(Listed entries):

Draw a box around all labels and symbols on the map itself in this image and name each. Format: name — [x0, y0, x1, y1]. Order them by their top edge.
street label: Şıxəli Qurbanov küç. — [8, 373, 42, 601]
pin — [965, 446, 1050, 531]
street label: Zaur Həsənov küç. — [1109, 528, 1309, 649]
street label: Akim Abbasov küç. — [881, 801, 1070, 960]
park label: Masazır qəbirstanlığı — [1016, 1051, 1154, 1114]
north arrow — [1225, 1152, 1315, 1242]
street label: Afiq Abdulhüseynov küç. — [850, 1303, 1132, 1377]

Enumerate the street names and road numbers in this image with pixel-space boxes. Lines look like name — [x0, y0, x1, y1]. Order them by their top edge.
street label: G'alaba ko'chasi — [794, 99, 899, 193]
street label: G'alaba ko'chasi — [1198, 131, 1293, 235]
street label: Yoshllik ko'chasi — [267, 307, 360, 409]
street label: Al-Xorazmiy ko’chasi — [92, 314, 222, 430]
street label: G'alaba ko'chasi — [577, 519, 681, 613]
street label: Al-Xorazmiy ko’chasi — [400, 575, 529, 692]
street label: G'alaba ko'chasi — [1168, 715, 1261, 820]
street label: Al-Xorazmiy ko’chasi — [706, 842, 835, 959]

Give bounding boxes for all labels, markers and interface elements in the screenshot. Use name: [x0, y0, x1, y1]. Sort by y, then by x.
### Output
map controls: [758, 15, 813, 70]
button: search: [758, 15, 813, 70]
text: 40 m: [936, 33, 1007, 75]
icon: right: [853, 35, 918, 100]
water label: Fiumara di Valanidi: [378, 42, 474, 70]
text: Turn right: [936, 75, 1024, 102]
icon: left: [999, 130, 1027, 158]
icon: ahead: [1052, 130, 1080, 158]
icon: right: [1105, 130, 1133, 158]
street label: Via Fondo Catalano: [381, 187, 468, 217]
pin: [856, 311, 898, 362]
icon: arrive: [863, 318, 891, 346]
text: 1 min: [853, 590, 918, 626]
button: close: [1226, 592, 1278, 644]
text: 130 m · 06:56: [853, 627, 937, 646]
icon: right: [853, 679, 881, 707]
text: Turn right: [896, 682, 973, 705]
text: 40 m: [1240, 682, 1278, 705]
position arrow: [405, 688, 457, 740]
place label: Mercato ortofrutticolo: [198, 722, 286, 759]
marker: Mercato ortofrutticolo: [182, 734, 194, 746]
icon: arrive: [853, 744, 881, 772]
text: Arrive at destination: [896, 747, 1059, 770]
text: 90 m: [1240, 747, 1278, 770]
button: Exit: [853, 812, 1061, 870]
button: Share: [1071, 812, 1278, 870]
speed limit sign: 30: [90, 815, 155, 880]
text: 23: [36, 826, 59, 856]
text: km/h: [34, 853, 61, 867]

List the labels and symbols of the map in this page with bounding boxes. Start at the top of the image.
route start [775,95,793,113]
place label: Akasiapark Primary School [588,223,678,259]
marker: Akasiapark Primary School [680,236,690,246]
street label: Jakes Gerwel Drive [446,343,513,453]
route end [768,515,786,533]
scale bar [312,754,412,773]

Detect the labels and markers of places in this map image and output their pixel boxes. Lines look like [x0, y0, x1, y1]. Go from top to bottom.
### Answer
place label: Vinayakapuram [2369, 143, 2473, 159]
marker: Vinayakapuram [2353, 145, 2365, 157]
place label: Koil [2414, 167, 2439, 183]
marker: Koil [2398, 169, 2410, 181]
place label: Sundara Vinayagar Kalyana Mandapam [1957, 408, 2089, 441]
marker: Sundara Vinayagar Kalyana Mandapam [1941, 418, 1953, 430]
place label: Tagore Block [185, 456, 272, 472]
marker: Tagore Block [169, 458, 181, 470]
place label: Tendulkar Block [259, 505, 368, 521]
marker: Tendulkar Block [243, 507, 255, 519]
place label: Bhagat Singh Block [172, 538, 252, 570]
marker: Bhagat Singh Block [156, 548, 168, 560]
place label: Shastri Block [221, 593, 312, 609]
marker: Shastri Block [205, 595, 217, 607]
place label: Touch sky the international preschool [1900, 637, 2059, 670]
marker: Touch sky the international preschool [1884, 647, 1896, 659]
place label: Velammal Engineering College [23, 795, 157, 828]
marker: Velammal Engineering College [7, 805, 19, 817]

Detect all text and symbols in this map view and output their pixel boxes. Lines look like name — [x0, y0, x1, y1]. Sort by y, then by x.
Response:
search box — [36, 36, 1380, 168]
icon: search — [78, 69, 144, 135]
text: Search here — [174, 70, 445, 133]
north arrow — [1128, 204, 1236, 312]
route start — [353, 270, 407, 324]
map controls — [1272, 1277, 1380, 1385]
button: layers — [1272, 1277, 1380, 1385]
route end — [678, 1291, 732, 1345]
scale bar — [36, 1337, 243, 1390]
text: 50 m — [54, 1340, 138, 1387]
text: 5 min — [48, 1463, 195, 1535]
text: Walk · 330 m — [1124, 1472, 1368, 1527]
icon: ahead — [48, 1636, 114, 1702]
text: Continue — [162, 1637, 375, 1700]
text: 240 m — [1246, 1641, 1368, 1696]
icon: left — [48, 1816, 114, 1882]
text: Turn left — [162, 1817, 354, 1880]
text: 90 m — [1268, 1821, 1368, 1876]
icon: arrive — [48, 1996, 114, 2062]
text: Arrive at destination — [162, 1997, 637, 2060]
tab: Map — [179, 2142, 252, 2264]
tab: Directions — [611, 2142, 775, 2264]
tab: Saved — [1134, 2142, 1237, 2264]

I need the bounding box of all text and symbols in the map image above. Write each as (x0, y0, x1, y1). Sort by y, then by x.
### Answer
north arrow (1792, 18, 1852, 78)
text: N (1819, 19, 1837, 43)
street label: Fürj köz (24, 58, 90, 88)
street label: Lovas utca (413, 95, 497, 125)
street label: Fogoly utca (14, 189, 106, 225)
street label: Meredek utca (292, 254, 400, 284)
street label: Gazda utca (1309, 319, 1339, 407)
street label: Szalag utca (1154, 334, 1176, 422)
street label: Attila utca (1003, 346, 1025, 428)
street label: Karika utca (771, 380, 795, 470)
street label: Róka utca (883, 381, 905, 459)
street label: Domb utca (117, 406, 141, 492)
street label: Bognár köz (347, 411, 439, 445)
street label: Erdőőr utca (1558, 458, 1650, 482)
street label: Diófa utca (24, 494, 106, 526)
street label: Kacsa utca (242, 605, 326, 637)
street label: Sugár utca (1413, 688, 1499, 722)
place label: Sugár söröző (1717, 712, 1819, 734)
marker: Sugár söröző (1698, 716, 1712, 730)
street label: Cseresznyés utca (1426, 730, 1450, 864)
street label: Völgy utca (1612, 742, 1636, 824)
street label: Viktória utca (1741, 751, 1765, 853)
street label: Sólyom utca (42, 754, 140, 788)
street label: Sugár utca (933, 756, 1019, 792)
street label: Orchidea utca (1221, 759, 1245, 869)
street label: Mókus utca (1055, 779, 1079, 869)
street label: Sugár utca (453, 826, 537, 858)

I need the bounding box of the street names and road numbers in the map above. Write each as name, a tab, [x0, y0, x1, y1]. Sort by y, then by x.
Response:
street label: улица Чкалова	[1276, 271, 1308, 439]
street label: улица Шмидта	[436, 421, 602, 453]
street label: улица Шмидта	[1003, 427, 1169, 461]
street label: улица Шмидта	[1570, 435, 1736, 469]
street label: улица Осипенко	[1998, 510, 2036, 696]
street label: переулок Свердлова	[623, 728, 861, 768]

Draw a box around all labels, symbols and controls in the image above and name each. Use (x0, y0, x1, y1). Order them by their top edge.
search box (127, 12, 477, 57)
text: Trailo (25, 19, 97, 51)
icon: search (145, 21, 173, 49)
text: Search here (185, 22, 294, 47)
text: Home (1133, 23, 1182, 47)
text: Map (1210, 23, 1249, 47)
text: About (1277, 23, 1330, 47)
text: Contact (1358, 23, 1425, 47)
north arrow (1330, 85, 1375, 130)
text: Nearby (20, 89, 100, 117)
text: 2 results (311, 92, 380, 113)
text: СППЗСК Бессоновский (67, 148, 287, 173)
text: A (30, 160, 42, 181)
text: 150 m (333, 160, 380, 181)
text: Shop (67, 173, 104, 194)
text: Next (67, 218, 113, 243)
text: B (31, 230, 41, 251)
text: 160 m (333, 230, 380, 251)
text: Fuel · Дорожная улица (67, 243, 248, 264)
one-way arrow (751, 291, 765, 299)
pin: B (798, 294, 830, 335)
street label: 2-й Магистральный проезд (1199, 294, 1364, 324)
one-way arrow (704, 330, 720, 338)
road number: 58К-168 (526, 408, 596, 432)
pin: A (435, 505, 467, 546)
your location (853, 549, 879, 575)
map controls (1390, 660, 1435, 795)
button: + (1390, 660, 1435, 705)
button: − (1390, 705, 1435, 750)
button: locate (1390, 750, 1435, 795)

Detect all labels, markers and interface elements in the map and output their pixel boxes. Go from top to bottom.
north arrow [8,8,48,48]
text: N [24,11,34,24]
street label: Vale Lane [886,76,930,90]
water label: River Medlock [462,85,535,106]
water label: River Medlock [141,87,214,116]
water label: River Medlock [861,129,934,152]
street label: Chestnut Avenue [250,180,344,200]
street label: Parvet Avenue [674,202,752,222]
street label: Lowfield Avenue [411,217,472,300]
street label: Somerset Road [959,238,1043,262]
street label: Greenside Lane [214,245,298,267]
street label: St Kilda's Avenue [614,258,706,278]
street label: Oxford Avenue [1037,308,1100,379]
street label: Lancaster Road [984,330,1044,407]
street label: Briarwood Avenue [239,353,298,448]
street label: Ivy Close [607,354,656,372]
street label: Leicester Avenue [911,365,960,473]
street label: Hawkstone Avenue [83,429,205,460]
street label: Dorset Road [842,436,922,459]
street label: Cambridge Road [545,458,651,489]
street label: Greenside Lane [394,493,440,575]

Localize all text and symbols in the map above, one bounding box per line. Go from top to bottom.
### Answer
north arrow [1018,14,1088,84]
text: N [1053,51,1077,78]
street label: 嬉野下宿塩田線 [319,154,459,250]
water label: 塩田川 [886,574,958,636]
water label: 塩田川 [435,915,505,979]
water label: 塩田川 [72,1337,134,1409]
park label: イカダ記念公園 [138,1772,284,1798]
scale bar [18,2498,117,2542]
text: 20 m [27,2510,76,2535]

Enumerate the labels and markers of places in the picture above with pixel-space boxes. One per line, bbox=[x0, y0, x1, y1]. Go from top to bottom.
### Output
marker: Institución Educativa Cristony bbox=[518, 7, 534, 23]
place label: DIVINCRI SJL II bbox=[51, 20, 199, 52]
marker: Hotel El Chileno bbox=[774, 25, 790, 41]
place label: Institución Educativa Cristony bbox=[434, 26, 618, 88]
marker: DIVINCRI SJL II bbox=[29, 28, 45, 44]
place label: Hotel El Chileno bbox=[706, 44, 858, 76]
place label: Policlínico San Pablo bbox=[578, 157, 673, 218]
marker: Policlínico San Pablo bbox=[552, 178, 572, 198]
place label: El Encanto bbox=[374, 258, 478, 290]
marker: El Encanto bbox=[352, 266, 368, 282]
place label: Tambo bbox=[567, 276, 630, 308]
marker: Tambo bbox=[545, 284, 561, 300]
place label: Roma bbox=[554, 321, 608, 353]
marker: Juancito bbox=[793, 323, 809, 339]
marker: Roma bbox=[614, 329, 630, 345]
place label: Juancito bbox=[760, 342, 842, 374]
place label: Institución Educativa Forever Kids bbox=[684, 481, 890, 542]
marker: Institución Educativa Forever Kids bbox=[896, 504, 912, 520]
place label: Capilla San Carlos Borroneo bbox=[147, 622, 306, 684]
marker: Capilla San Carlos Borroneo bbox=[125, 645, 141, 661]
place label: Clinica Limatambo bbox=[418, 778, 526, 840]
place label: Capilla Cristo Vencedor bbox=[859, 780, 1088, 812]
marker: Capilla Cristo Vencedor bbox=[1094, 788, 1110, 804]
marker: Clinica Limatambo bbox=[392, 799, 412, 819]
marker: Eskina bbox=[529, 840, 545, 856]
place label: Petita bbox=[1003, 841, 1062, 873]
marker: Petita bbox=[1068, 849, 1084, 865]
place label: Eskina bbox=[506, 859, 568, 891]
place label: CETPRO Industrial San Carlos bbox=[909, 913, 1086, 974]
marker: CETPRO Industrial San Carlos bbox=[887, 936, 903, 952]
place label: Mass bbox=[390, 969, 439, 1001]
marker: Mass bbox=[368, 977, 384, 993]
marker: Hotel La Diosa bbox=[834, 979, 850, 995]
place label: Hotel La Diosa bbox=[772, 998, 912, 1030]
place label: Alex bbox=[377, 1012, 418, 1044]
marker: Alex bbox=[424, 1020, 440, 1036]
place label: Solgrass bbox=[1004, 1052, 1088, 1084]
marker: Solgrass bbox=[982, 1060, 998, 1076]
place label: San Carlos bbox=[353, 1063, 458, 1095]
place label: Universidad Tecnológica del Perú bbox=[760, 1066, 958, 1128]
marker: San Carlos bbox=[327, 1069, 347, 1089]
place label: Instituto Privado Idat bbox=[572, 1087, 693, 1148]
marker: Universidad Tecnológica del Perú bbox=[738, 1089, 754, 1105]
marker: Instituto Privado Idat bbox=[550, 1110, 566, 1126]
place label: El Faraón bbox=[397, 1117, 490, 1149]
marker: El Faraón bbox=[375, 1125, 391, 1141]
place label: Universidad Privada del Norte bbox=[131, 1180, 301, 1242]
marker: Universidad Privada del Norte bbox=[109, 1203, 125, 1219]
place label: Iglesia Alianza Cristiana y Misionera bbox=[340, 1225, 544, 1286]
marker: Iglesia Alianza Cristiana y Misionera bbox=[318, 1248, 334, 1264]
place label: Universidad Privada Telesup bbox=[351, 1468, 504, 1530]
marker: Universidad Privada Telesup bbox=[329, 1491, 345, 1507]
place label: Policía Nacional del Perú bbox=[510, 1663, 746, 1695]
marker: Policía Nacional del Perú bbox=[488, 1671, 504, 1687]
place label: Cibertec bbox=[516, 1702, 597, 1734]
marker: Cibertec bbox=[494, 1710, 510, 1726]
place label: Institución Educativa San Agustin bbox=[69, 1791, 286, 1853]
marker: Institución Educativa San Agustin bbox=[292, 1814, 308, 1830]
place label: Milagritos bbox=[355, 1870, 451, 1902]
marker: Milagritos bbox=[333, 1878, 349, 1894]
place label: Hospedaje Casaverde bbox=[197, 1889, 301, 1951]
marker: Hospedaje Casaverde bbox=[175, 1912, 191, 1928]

(What to do): Return exactly the lines that run from the top of the listing above to the line containing "Give bounding boxes", please, keeping both end lines and leaving out everything else.

(Written response):
Draw a box around all labels and symbols on the map itself in this image and name each. Format: name — [x0, y0, x1, y1]. Order them by their top edge.
street label: Şıxəli Qurbanov küç. — [8, 373, 42, 601]
pin — [965, 446, 1050, 531]
street label: Zaur Həsənov küç. — [1109, 528, 1309, 649]
street label: Akim Abbasov küç. — [881, 801, 1070, 960]
park label: Masazır qəbirstanlığı — [1016, 1051, 1154, 1114]
north arrow — [1225, 1152, 1315, 1242]
street label: Afiq Abdulhüseynov küç. — [850, 1303, 1132, 1377]

Enumerate the street names and road numbers in this image with pixel-space boxes. Lines look like name — [x0, y0, x1, y1]. Order them by their top edge.
street label: G'alaba ko'chasi — [794, 99, 899, 193]
street label: G'alaba ko'chasi — [1198, 131, 1293, 235]
street label: Yoshllik ko'chasi — [267, 307, 360, 409]
street label: Al-Xorazmiy ko’chasi — [92, 314, 222, 430]
street label: G'alaba ko'chasi — [577, 519, 681, 613]
street label: Al-Xorazmiy ko’chasi — [400, 575, 529, 692]
street label: G'alaba ko'chasi — [1168, 715, 1261, 820]
street label: Al-Xorazmiy ko’chasi — [706, 842, 835, 959]

Give bounding boxes for all labels, markers and interface elements in the screenshot. Use name: [x0, y0, x1, y1]. Sort by y, then by x.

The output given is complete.